MAPPE TATTILI.
Per mappa tattile si intende uno schema riassuntivo a rilievo che rappresenta in modo sintetico
uno spazio aperto o racchiuso e che risulta leggibile al tatto ed alla vista, pertanto non solo consono ai soggetti con difficoltà visive.
Essa evidenzia in rilievo: la pianta dello spazio in cui è ubicata, le scritte in Braille
e quelle in caratteri alfanumerici. inoltre è dotata di un buon contrasto di colore tra lo sfondo e gli elementi in rilievo.
Per la sua leggibilità sia visiva che tattile è in grado di agevolare l'orientamento e la conoscenza di un luogo o di un percorso.
La mappa tattile in particolari situazioni ambientali può essere un ausilio determinante per le persone cieche o ipovedenti.
Per una persona con difficoltà visiva un ostacolo come anche l'assenza di punti di riferimento con i quali orientarsi e muoversi, rappresenta un limite alla mobilità e all’orientamento negli spazi sconosciuti quindi la presenza di rappresentazioni di ambienti percepibili attraverso l'esplorazione tattile può servire a facilitare queste dinamiche.
Il modo più semplice per rappresentare lo spazio e le principali informazioni su ciò che esso contiene, è di proiettarlo su di un piano orizzontale o inclinato.
La mappa tattile deve introdurre in modo sintetico i caratteri topologici principali di un ambito spaziale, in modo da essere d’immediata comprensione e lettura da parte di qualunque utenza.
La riproduzione tattile riporta in rilievo la planimetria schematica dell’ambiente dove è ubicata e su di essa vengono indicati i punti fondamentali di riferimento spaziale e caratterizzata da particolari tattili che rappresentano in sintesi i servizi primari e secondari, utili all’utenza come ad esempio: il gruppo dei servizi igienici, il banco informazioni, i vari servizi di sportello, la zona di attesa, i servizi all’esterno quali il bancomat, i piani di evacuazione d’emergenza con le uscite di sicurezza e rappresentare in modo schematico la presenza di direttrici e percorsi tattile.

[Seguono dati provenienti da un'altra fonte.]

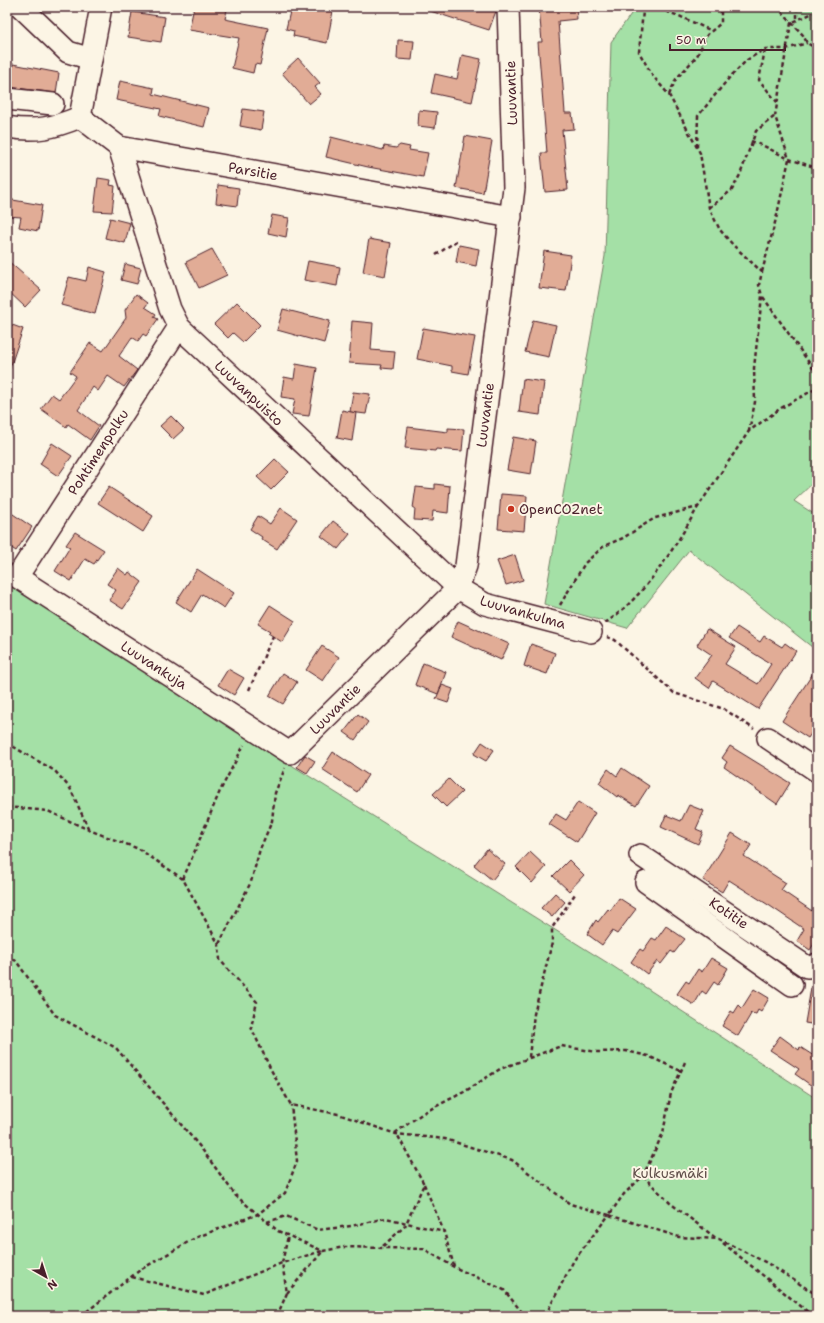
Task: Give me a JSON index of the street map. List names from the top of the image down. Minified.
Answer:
{"streets":{"street":["Luuvantie","Parsitie","Luuvanpuisto","Pohtimenpolku","Luuvankulma","Luuvankuja","Kotitie"]},"crossings":[["Luuvantie","Parsitie"],["Luuvantie","Luuvanpuisto"],["Luuvantie","Luuvankulma"],["Luuvantie","Luuvankuja"],["Parsitie","Luuvanpuisto"],["Luuvanpuisto","Pohtimenpolku"],["Luuvanpuisto","Luuvankulma"],["Pohtimenpolku","Luuvankuja"]],"parks":["Kulkusmäki"],"places":["OpenCO2net"],"scale_bar":"50 m","north":"bottom right"}
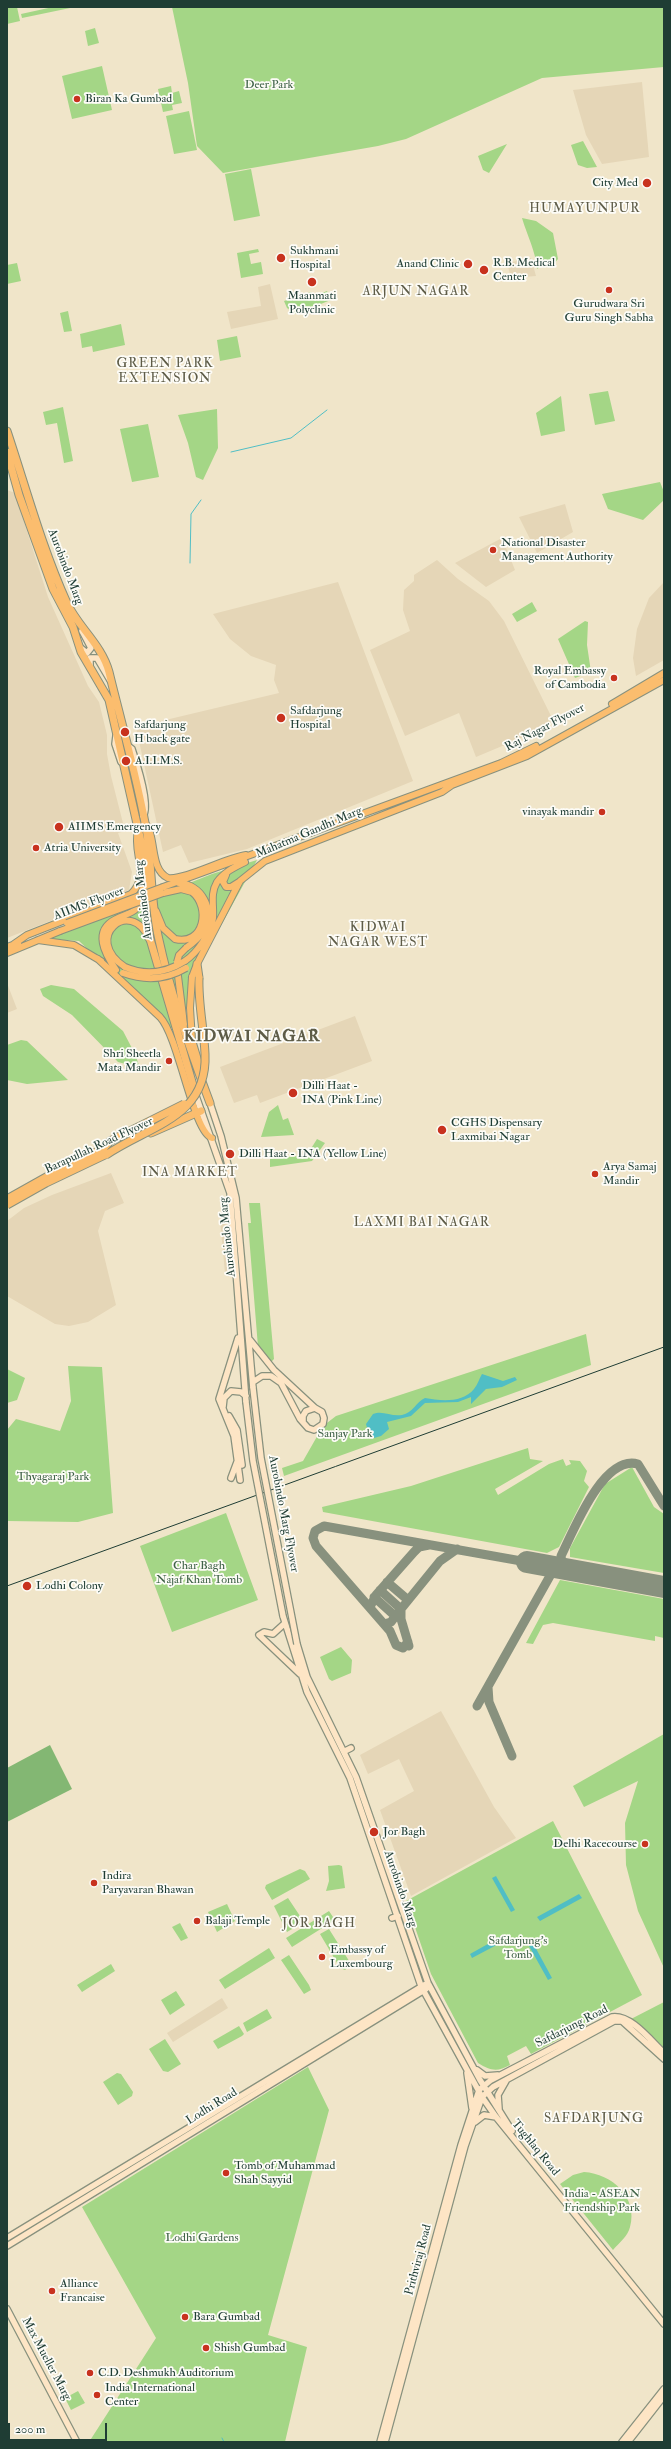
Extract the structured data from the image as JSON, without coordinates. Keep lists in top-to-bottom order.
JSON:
{
  "streets": {
    "highway": ["Aurobindo Marg", "Barapullah Road Flyover"],
    "main road": [
      "Raj Nagar Flyover",
      "Mahatma Gandhi Marg",
      "AIIMS Flyover",
      "Aurobindo Marg Flyover",
      "Safdarjung Road",
      "Lodhi Road",
      "Tughlaq Road",
      "Prithviraj Road",
      "Max Mueller Marg"
    ]
  },
  "crossings": [
    ["Aurobindo Marg", "Barapullah Road Flyover"],
    ["Aurobindo Marg", "Aurobindo Marg Flyover"],
    ["Aurobindo Marg", "Safdarjung Road"],
    ["Aurobindo Marg", "Lodhi Road"],
    ["Aurobindo Marg", "Tughlaq Road"],
    ["Aurobindo Marg", "Prithviraj Road"],
    ["Raj Nagar Flyover", "Mahatma Gandhi Marg"],
    ["Mahatma Gandhi Marg", "AIIMS Flyover"],
    ["Safdarjung Road", "Tughlaq Road"],
    ["Safdarjung Road", "Prithviraj Road"],
    ["Tughlaq Road", "Prithviraj Road"]
  ],
  "districts": [
    "HUMAYUNPUR",
    "ARJUN NAGAR",
    "GREEN PARK EXTENSION",
    "KIDWAI NAGAR WEST",
    "KIDWAI NAGAR",
    "INA MARKET",
    "LAXMI BAI NAGAR",
    "JOR BAGH",
    "SAFDARJUNG"
  ],
  "parks": [
    "Deer Park",
    "Sanjay Park",
    "Thyagaraj Park",
    "Char Bagh Najaf Khan Tomb",
    "Safdarjung's Tomb",
    "India - ASEAN Friendship Park",
    "Lodhi Gardens"
  ],
  "places": [
    "Biran Ka Gumbad",
    "City Med",
    "Sukhmani Hospital",
    "Anand Clinic",
    "R.B. Medical Center",
    "Maanmati Polyclinic",
    "Gurudwara Sri Guru Singh Sabha",
    "National Disaster Management Authority",
    "Royal Embassy of Cambodia",
    "Safdarjung Hospital",
    "Safdarjung H back gate",
    "A.I.I.M.S.",
    "vinayak mandir",
    "AIIMS Emergency",
    "Atria University",
    "Shri Sheetla Mata Mandir",
    "Dilli Haat - INA (Pink Line)",
    "CGHS Dispensary Laxmibai Nagar",
    "Dilli Haat - INA (Yellow Line)",
    "Arya Samaj Mandir",
    "Lodhi Colony",
    "Jor Bagh",
    "Delhi Racecourse",
    "Indira Paryavaran Bhawan",
    "Balaji Temple",
    "Embassy of Luxembourg",
    "Tomb of Muhammad Shah Sayyid",
    "Alliance Francaise",
    "Bara Gumbad",
    "Shish Gumbad",
    "C.D. Deshmukh Auditorium",
    "India International Center"
  ],
  "scale_bar": "200 m"
}
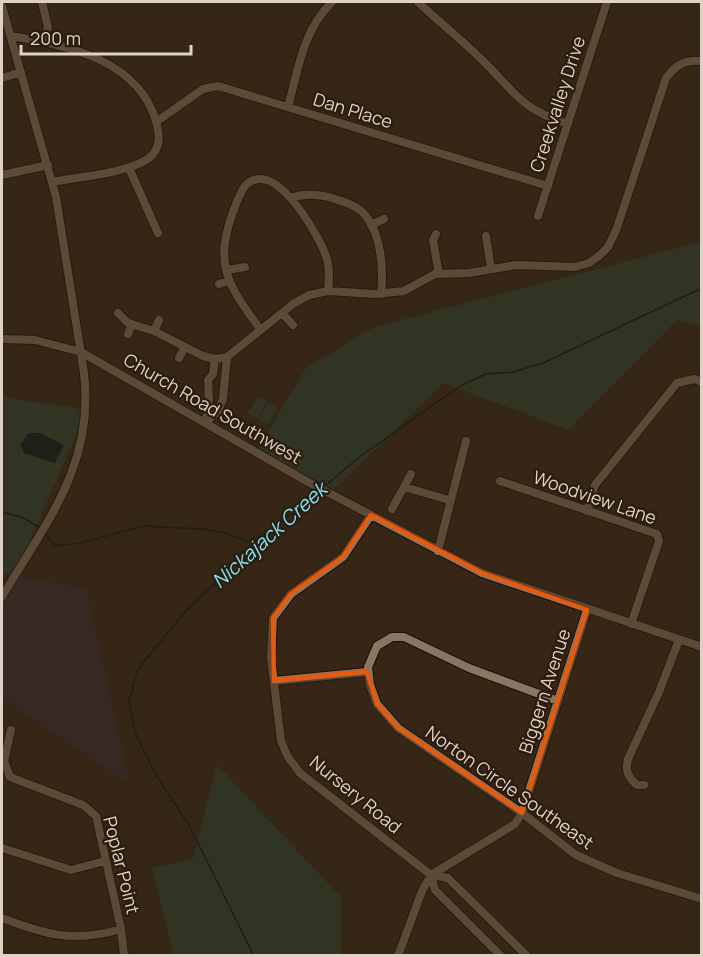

Possibili luoghi di utilizzo della mappa tattile sono:
• banche, uffici postali e in generale qualunque ufficio aperto al pubblico;
• stazioni ferroviarie, metropolitane, fermate autobus e aeroporti;
• alberghi e navi;
• ospedali e cliniche;
• scuole
• musei
• centri commerciali;
• spazi aperti infatti per rappresentare ad esempio laPlanimetria urbana di una città o la configurazione degli spazi non urbani.
Le mappe tattili, studiate appositamente, da personale altamente specializzato come tiflologi, hanno la finalità di trasmettere messaggi chiari e diretti, univocamente tarati sull'informazione da comunicare.
Le ricostruzioni tattili consentono di superare anche le barriere interpretative di una mappa, classicamente intesa, per sua definizione simbolica interpretazione bidimensionale della realtà.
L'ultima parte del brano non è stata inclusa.